3 min

Getting it for free

A recent article in the New York Times says porn sales are down because there’s so much free stuff available on the ‘net. Gosh, do ya think?

The Times article focuses mostly on the decline in video/DVD sales but I’m sure that’s just the tip of the iceberg. What amazes me is that anyone is still paying for porn in any form, whether it’s print, DVD or download. Maybe I’m a cheap date but some of the freebies work just fine for me.

It’s not like you have to look far for cheap erotic stimulation. The fall issues of the big US glossies — Vanity Fair, GQ, et al — are a veritable cornucopia of soft-core porn, chock-full of underwear models pointing their crotches at the camera. Calvin Klein seems to have retreated into some form of asexual abstraction, posing a very black dude against a very white backdrop for a composition so stark it’s tepid. But Dolce and Gabbana are targeting the queer market head-on with layouts so camp they might as well be by John Waters. A naked model in one two-page spread looks like he’s about to be gangbanged by a group of sci-fi fashionistas.

However you cut it, free is clearly big news, especially online. Toronto’s own Banana Guide ( offers a guide to free sites and while most of them aren’t actually out-and-out free — more like come-ons for pay sites — they still offer more than enough stimulation for most growing boys.

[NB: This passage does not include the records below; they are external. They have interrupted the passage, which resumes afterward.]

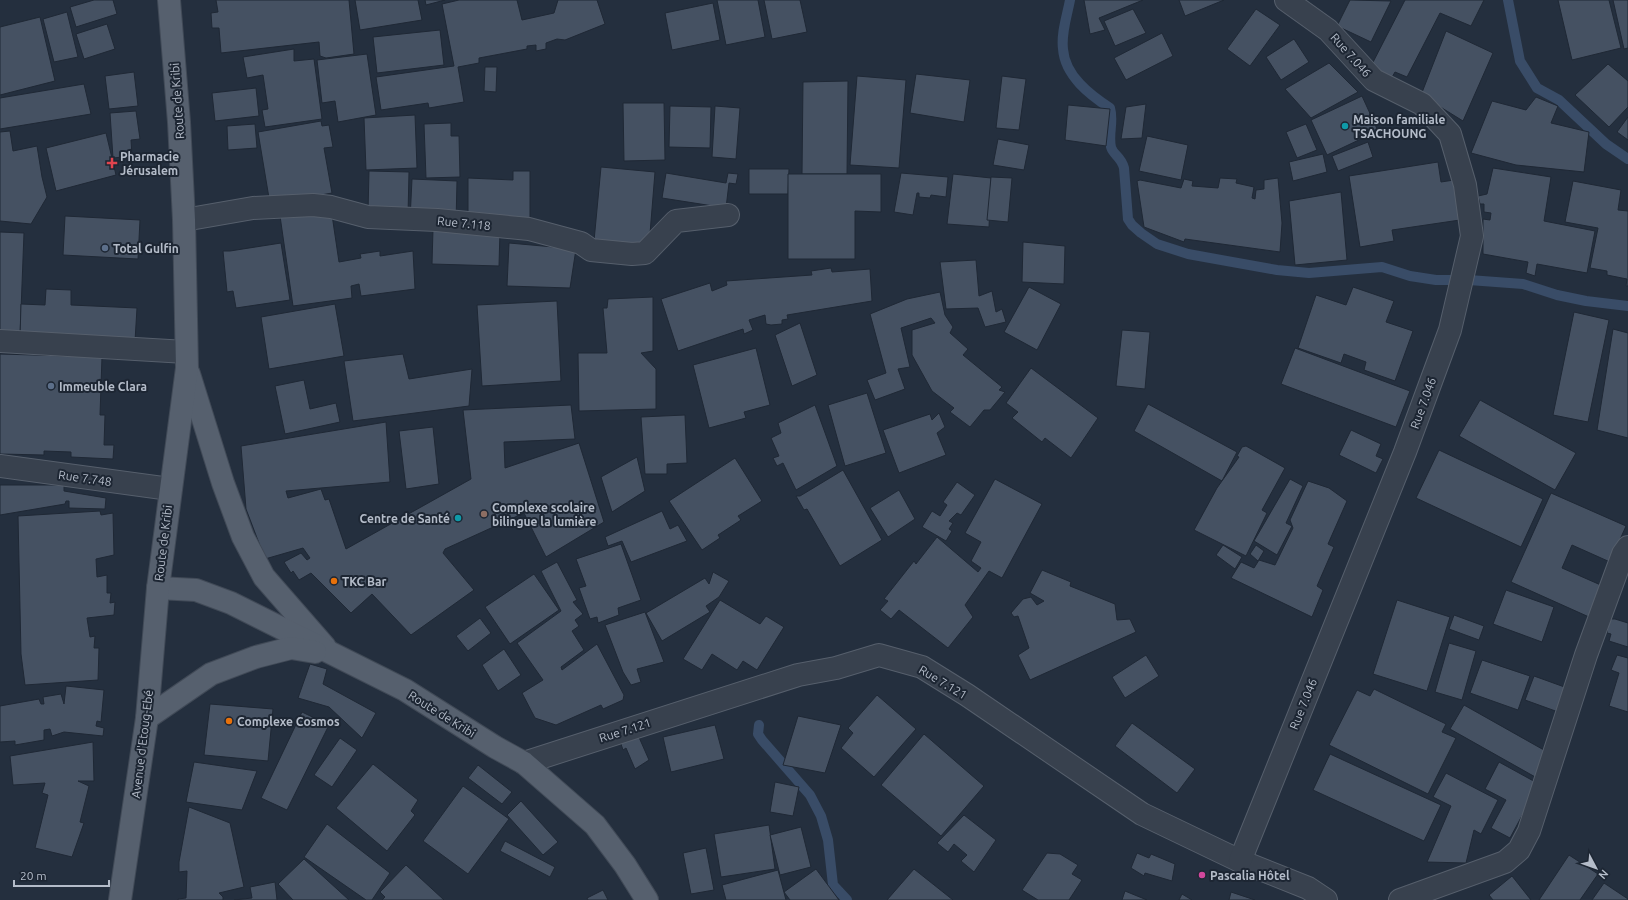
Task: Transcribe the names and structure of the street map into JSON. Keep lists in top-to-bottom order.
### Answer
{
  "streets": {
    "main road": ["Route de Kribi", "Avenue d'Etoug-Ebé"],
    "street": [
      "Rue 7.046",
      "Rue 7.118",
      "Rue 7.748",
      "Rue 7.121"
    ]
  },
  "crossings": [
    ["Rue 7.046", "Rue 7.121"],
    ["Route de Kribi", "Rue 7.118"],
    ["Route de Kribi", "Rue 7.748"],
    ["Route de Kribi", "Rue 7.121"],
    ["Route de Kribi", "Avenue d'Etoug-Ebé"]
  ],
  "places": {
    "other": [
      "Maison familiale TSACHOUNG",
      "Total Gulfin",
      "Immeuble Clara",
      "Complexe scolaire bilingue la lumière",
      "Centre de Santé",
      "TKC Bar",
      "Complexe Cosmos",
      "Pascalia Hôtel"
    ],
    "health": ["Pharmacie Jérusalem"]
  },
  "scale_bar": "20 m",
  "north": "bottom right"
}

The challenge is to get enough tease for liftoff. Vendors don’t like giving it away. They just want to get you to the point where you’ll proffer your credit card. But consumers won’t put out for anything less than the real deal. As a result, the free clips are often a pretty good summary of what’s on offer, complete with money shots.

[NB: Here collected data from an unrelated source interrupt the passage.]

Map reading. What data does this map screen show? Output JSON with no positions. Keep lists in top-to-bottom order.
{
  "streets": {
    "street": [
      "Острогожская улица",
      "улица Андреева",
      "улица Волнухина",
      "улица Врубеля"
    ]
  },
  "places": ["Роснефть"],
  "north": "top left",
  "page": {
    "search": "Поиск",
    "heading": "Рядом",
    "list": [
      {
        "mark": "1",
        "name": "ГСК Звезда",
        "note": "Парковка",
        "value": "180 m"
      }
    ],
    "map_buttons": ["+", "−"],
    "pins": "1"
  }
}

A producer quoted in the Times article said porn producers know exactly how, and how long, to make their teasers. They’ve been “fine-tuning it for years,” he said.

But I don’t know. Maybe I’m an easy lay but some of those 30-second clips are more than enough for me. Sometimes shorter is better. You get all the highlights and none of the interminable plunging and moaning that mars most porn.

It’s true that some online vendors aren’t giving away as much as they used to. Corbin Fisher ( used to offer great sets of his “straight” boys boinking. Now it’s just a lot of aw-shucks, boy-next-door chest shots and one tired teaser clip that hasn’t been changed in weeks.

Mike Hancock ( posts lots of free pictures but won’t let you flick from one pic to the next without opening a new window, greatly impeding the chances of a sustained climax.

Sean Cody ( is always reliable. He posts lots of high-quality stills of model-quality guys doing whatever but the moving pictures are off limits to all but the paying customers, making it extremely difficult to get a true sense of the models’ energy, agility and eye-hand coordination.

But sites like Circle Jerk Boys ( offer plenty of preview videos. The models can be skanky and uninspired in a way that only straight boys doing it for money can be but, hey, sometimes that works.

Porn is not what it used to be. I still remember the appearance of the first VCRs in the early 1980s and the excitement of seeing real porn in your home for the first time — all those California boys frolicking around some isolated azure pool. (William Higgins come back!) Some of those images were strong enough to make me reconsider relationships. (“How come you don’t look like that impossibly perfect, photo-retouched guy on the screen?”) Gosh, those times seem long ago and far away.

These days, my attitude to porn is pretty much the same as my attitude to best chest contests: If I wanted to see naked men I’d go to the gym and stand in the showers. There at least they might put out.

I guess that’s why I value the free stuff. Finding it brings back some of the old intensity. Stumbling on some cute guy who just happens to be taking off his clothes while you’re ambling about your computer — accidentally, coincidentally, on purpose — is the nearest you can get to an out-of-the-blue street cruise without leaving your desk. Really it’s just so pure and touching and innocent, you want to swoon.

Paying for it would just make it seem all stiff, formal and awkward.